Every night before he tries to sleep, he hopes and prays for a full recovery but by the morning it never comes. In fact he is even more depressed, given his inability to sleep. He lays awake like a victim, waiting for that awful moment that surely must come.
In the morning, everything is still as it was. In fact, he wakes with a start and is propelled into anxious introspection even before properly awake. Projection into the same weary, tiring, predictable day ahead starts. Before long the thought arrives, “what is the point of getting up?” Muzzy head, aching limbs, vibrating body, all are stark reminders of the futility and fear that is by now very real. Having been signed off by his General Practitioner, the empty day beckons like a black nothingness, the frustration of once again being held at gunpoint by a sneering hijacker.

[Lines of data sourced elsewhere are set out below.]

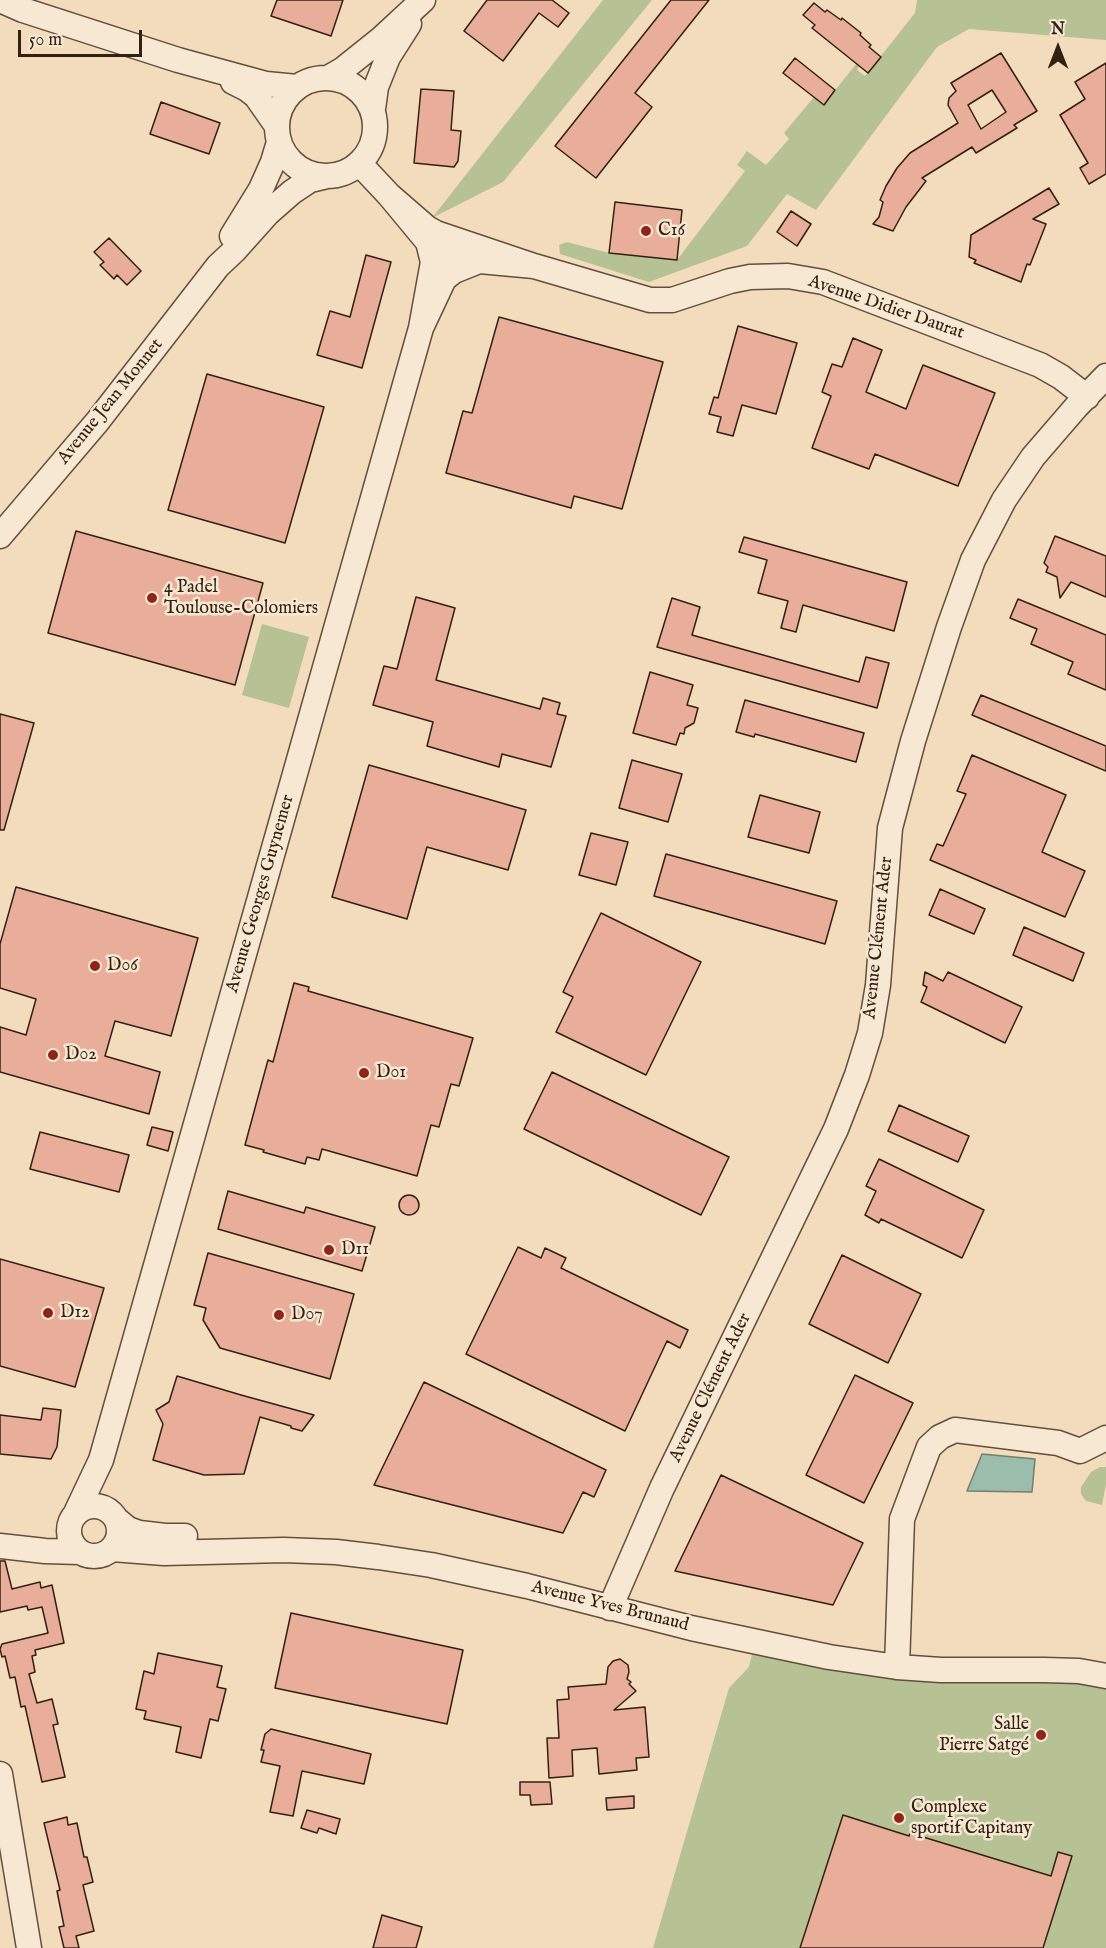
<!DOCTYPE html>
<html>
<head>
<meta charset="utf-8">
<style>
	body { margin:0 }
	#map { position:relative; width:1106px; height:1948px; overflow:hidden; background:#f3dcbc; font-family:"IM FELL English",serif }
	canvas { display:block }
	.north { position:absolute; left:1028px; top:18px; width:60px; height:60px; -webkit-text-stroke:4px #f7e8d3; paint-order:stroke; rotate:0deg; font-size:16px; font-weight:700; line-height:24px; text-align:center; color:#322012 }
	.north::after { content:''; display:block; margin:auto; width:21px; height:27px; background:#322012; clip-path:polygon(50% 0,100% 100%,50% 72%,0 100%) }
	.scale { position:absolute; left:18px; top:30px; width:124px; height:27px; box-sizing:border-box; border:3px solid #322012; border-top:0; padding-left:8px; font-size:18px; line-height:21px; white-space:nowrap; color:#322012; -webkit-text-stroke:4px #f7e8d3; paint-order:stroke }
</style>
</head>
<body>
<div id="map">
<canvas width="1106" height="1948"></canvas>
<div class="north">N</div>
<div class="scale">50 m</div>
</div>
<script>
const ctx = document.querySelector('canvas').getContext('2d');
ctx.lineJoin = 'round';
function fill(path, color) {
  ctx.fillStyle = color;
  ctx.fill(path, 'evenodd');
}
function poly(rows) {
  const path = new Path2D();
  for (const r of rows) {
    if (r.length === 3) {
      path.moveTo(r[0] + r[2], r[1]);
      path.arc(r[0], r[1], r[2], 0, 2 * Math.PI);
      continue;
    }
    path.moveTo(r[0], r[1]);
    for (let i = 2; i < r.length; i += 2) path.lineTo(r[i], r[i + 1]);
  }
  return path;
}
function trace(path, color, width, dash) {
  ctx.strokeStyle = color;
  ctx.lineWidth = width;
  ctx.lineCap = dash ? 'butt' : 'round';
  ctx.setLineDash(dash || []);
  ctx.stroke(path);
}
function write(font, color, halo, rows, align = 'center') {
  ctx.font = font + ' "IM FELL English",serif';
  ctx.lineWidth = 5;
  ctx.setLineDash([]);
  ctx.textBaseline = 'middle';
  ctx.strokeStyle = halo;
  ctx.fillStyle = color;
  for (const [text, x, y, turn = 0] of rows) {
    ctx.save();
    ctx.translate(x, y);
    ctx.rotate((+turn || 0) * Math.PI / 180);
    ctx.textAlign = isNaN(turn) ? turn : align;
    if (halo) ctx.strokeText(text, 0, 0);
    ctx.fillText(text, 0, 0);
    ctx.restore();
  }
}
fill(poly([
	[603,0,652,0,503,182,432,218],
	[917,0,1106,0,1106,40,969,29,937,47,816,210,787,194,747,246,649,282,560,254,559,245,567,242,609,253,677,260,745,171,737,165,747,151,766,165,789,139,784,133,814,97,824,104,857,63,860,65,857,70,865,76,915,13],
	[262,624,309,637,289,708,242,695],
	[1100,1467,1106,1467,1106,1484,1102,1505,1086,1501,1081,1494,1081,1487,1091,1472],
	[753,1650,1106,1675,1106,1948,653,1948,729,1688,749,1667]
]), '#b6c194');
const water = poly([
	[982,1454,1035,1459,1032,1492,967,1491,982,1454]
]);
fill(water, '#9cbcac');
trace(water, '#727e6e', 1.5);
const building = poly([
	[277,0,343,0,331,36,271,16,277,0],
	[487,0,552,0,569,13,558,27,539,13,503,61,464,31,487,0],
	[671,0,709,0,635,93,652,107,596,178,555,146,671,0],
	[814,3,825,12,827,10,841,20,842,18,861,33,860,35,871,45,869,47,881,57,868,73,812,28,815,25,803,15,814,3],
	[1001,53,1037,111,1014,125,1017,128,976,153,972,147,922,178,926,181,906,207,893,231,873,224,879,217,883,202,880,200,886,186,897,168,910,153,958,123,948,105,949,98,956,91,951,83,1001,53],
	[992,90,1006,112,981,129,968,105,992,90],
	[795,58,835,90,824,105,783,73,795,58],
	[1106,63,1106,174,1089,184,1080,168,1088,163,1060,115,1085,99,1075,82,1106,63],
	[421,89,454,91,451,130,461,131,458,161,454,167,414,163,421,89],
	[161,102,220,123,209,154,150,134,161,102],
	[1049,188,1059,204,1033,219,1046,224,1030,265,1027,264,1021,282,974,263,976,260,969,257,971,235,1049,188],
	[615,202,682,210,677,260,609,253,615,202],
	[791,211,811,224,797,246,777,232,791,211],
	[109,238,141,271,127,285,117,275,114,279,100,265,104,262,94,252,109,238],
	[366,255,391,262,362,368,317,355,330,311,350,317,366,255],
	[499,317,663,362,622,509,574,496,571,508,446,473,463,411,472,413,499,317],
	[738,326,797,343,776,414,742,405,733,436,717,432,721,417,709,414,714,397,718,398,738,326],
	[853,338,882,350,866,392,906,409,923,365,995,393,958,486,875,454,869,469,812,448,831,396,822,392,832,364,842,367,853,338],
	[207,374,324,407,285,543,168,510,207,374],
	[76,531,263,583,235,685,48,633,76,531],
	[1055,536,1106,556,1106,597,1071,582,1060,598,1057,577,1046,572,1048,567,1044,563,1055,536],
	[744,537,907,582,894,631,803,605,796,632,781,628,788,601,758,593,767,560,739,552,744,537],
	[416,597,455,608,436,680,540,709,543,698,560,703,557,714,566,716,551,767,502,754,499,767,427,746,433,722,373,705,384,666,397,669,416,597],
	[672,598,700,607,692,635,859,682,866,657,889,663,877,708,657,647,672,598],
	[1018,599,1106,635,1106,690,1068,674,1073,662,1031,644,1037,629,1010,618,1018,599],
	[650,672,693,685,687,705,698,708,694,723,685,728,684,734,680,733,676,745,633,733,650,672],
	[981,695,1106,746,1106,771,972,715,981,695],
	[745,700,864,733,856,762,755,734,754,737,736,732,745,700],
	[0,714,34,723,4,830,0,830,0,714],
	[972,755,1066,795,1042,852,1085,871,1065,917,930,860,937,844,943,846,966,794,957,791,972,755],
	[632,760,682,774,668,822,619,808,632,760],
	[369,765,526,810,508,870,427,847,407,919,332,897,369,765],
	[760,795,820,812,809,853,748,837,760,795],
	[591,833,628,842,616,885,579,875,591,833],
	[666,854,837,901,825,944,654,896,666,854],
	[16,887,198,938,171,1036,115,1021,105,1056,160,1072,149,1114,0,1072,0,1027,26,1035,36,999,0,988,0,944,16,887],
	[940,889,985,909,974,934,929,915,940,889],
	[601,913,701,962,646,1075,556,1032,573,997,563,992,601,913],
	[1024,927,1084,953,1073,981,1013,955,1024,927],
	[925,972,943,981,948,972,1022,1007,1005,1043,921,1002,927,987,923,985,925,972],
	[294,983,309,987,308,991,473,1038,459,1086,451,1084,439,1127,431,1125,417,1176,322,1149,319,1160,307,1157,305,1164,263,1152,264,1150,245,1145,268,1060,273,1062,294,983],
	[552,1072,729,1157,701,1215,524,1129,552,1072],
	[899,1105,969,1136,958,1162,888,1131,899,1105],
	[152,1127,173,1132,168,1151,147,1145,152,1127],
	[40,1132,129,1155,119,1192,30,1169,40,1132],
	[879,1159,984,1210,962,1258,881,1219,879,1223,865,1215,876,1191,866,1186,879,1159],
	[228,1191,304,1213,306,1207,375,1227,362,1271,218,1229,228,1191],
	[409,1205,10],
	[518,1247,541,1258,545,1248,566,1258,561,1268,688,1330,680,1348,667,1341,625,1431,466,1354,518,1247],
	[208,1253,354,1294,330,1379,220,1348,203,1320,206,1308,194,1305,208,1253],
	[842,1255,921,1294,888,1363,809,1324,842,1255],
	[0,1259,104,1288,75,1387,0,1366,0,1259],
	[855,1375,913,1403,864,1503,806,1475,855,1375],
	[177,1376,241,1395,314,1415,302,1431,291,1428,291,1426,260,1417,244,1474,204,1475,153,1460,163,1424,156,1410,169,1402,177,1376],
	[424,1382,606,1470,594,1497,583,1492,563,1533,374,1485,424,1382],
	[43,1408,61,1410,57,1447,51,1459,0,1454,0,1415,41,1420,43,1408],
	[721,1475,863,1543,833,1605,675,1571,721,1475],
	[0,1561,5,1561,12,1589,40,1582,41,1588,52,1585,64,1643,35,1650,36,1655,32,1656,35,1672,29,1674,37,1703,52,1699,58,1724,53,1725,65,1777,42,1782,25,1706,21,1707,15,1677,10,1678,5,1656,2,1657,0,1649,2,1644,48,1633,42,1607,28,1610,27,1606,0,1612,0,1561],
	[291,1613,463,1650,447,1724,275,1688,291,1613],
	[158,1653,222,1666,217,1687,226,1689,218,1721,210,1719,201,1758,176,1752,181,1727,144,1719,146,1711,136,1709,144,1671,154,1674,158,1653],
	[620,1659,628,1665,629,1672,627,1679,631,1682,629,1684,636,1691,614,1710,645,1707,649,1757,636,1758,637,1770,599,1774,597,1748,572,1750,573,1776,549,1778,547,1738,559,1738,557,1700,569,1699,568,1687,606,1684,608,1667,613,1661,620,1659],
	[271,1729,371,1754,364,1784,302,1771,293,1816,270,1812,280,1766,261,1762,264,1750,261,1750,265,1734,271,1729],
	[520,1782,550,1782,552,1804,531,1805,530,1795,520,1795,520,1782],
	[634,1796,634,1808,607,1810,606,1798,634,1796],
	[307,1810,340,1819,336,1834,319,1828,317,1833,301,1828,307,1810],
	[843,1815,909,1836,910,1833,1051,1876,1058,1852,1072,1856,1043,1948,800,1948,843,1815],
	[67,1817,68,1825,77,1823,84,1857,87,1857,93,1882,83,1885,94,1931,76,1936,79,1948,64,1948,59,1927,64,1926,57,1891,60,1890,44,1823,67,1817],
	[382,1915,422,1927,416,1948,373,1948,382,1915]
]);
fill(building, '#e9ae9a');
trace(building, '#322012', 1.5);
const minor = poly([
	[0,0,23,10,178,60,266,84,297,87],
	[328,78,342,70,382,38,423,0],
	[326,127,49],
	[233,82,247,89,256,96,277,126],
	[373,109,376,87,388,57,409,24],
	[359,163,389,195],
	[232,236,261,189,273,162,279,142],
	[428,242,433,262,421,328,444,279,454,271,479,261],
	[534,266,458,259,439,252,428,242,389,195,427,228,436,233,534,266,650,300,672,300,730,281,750,277,788,276,823,282,1040,365,1061,377,1087,397],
	[0,536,97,422,218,266,234,251,268,213,292,192,310,180,327,176],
	[94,1531,25],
	[75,1515,101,1460,421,328],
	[117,1520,128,1529,139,1533,165,1536,185,1536],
	[0,1546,45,1551,80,1552],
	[112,1549,164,1553,284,1550,336,1552,378,1557,431,1565,527,1586,691,1628,829,1657,897,1667,941,1670,1044,1670,1079,1671,1106,1676],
	[610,1608,662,1488,836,1129,857,1075,870,1033,878,985,890,828,913,741,949,627,973,560,1004,500,1033,457,1077,406,1106,376],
	[897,1667,902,1519,929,1447,940,1437,955,1430,1058,1443,1080,1451,1106,1438],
	[0,1774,29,1948]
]);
trace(minor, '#624f3c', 27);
trace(minor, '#f7e8d3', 24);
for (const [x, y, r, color] of [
	[646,231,6,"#8f2418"],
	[152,598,6,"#8f2418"],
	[95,966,6,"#8f2418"],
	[53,1055,6,"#8f2418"],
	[364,1073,6,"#8f2418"],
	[329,1250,6,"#8f2418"],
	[48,1313,6,"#8f2418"],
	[279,1315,6,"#8f2418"],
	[1041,1735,6,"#8f2418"],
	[899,1818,6,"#8f2418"]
]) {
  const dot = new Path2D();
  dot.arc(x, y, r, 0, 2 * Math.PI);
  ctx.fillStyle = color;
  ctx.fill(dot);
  trace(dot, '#f7e8d3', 2);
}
write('18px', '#322012', '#f7e8d3', [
	["C16",658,231],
	["4 Padel",164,588],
	["Toulouse-Colomiers",164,609],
	["D06",107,966],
	["D02",65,1055],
	["D01",376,1073],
	["D11",341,1250],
	["D12",60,1313],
	["D07",291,1315],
	["Salle",1029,1725,"right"],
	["Pierre Satgé",1029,1746,"right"],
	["Complexe",911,1808],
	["sportif Capitany",911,1829]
], 'left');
write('18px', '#322012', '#f7e8d3', [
	["Avenue Didier Daurat",886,308,19],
	["Avenue Jean Monnet",111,402,-51],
	["Avenue Georges Guynemer",261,894,-74],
	["Avenue Clément Ader",879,938,-84],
	["Avenue Clément Ader",711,1388,-64],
	["Avenue Yves Brunaud",610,1607,14]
]);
</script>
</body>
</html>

Eventually, sufficient energy is aroused for the Herculean effort of movement towards the kidnapped day. A prisoner within his own body, a prisoner to a world turned upside down like a flip of a coin. He is wrestling with his demons all right. He is looking over the abyss and grimacing. A cauldron of slow, swirling blackness where the only pay off is death.
As the day progresses, once regimented personal hygiene falls by the wayside. Food is balked at and the possibility of a loved one timidly asking for a progress report is felt with trepidation. The thought that it would be easier to go back to bed strikes like a baseball bat. The sufferer having just got up out of bed becomes even more confused. Sitting down trying to watch television with the body vibrating adds to the desperate need to do something. Anything. He contemplates going out for a walk but after a burst of excitement to get ready, he arrives at the front and sees the world as daunting, scary and bizarre.
Back to bed for more anxious introspection.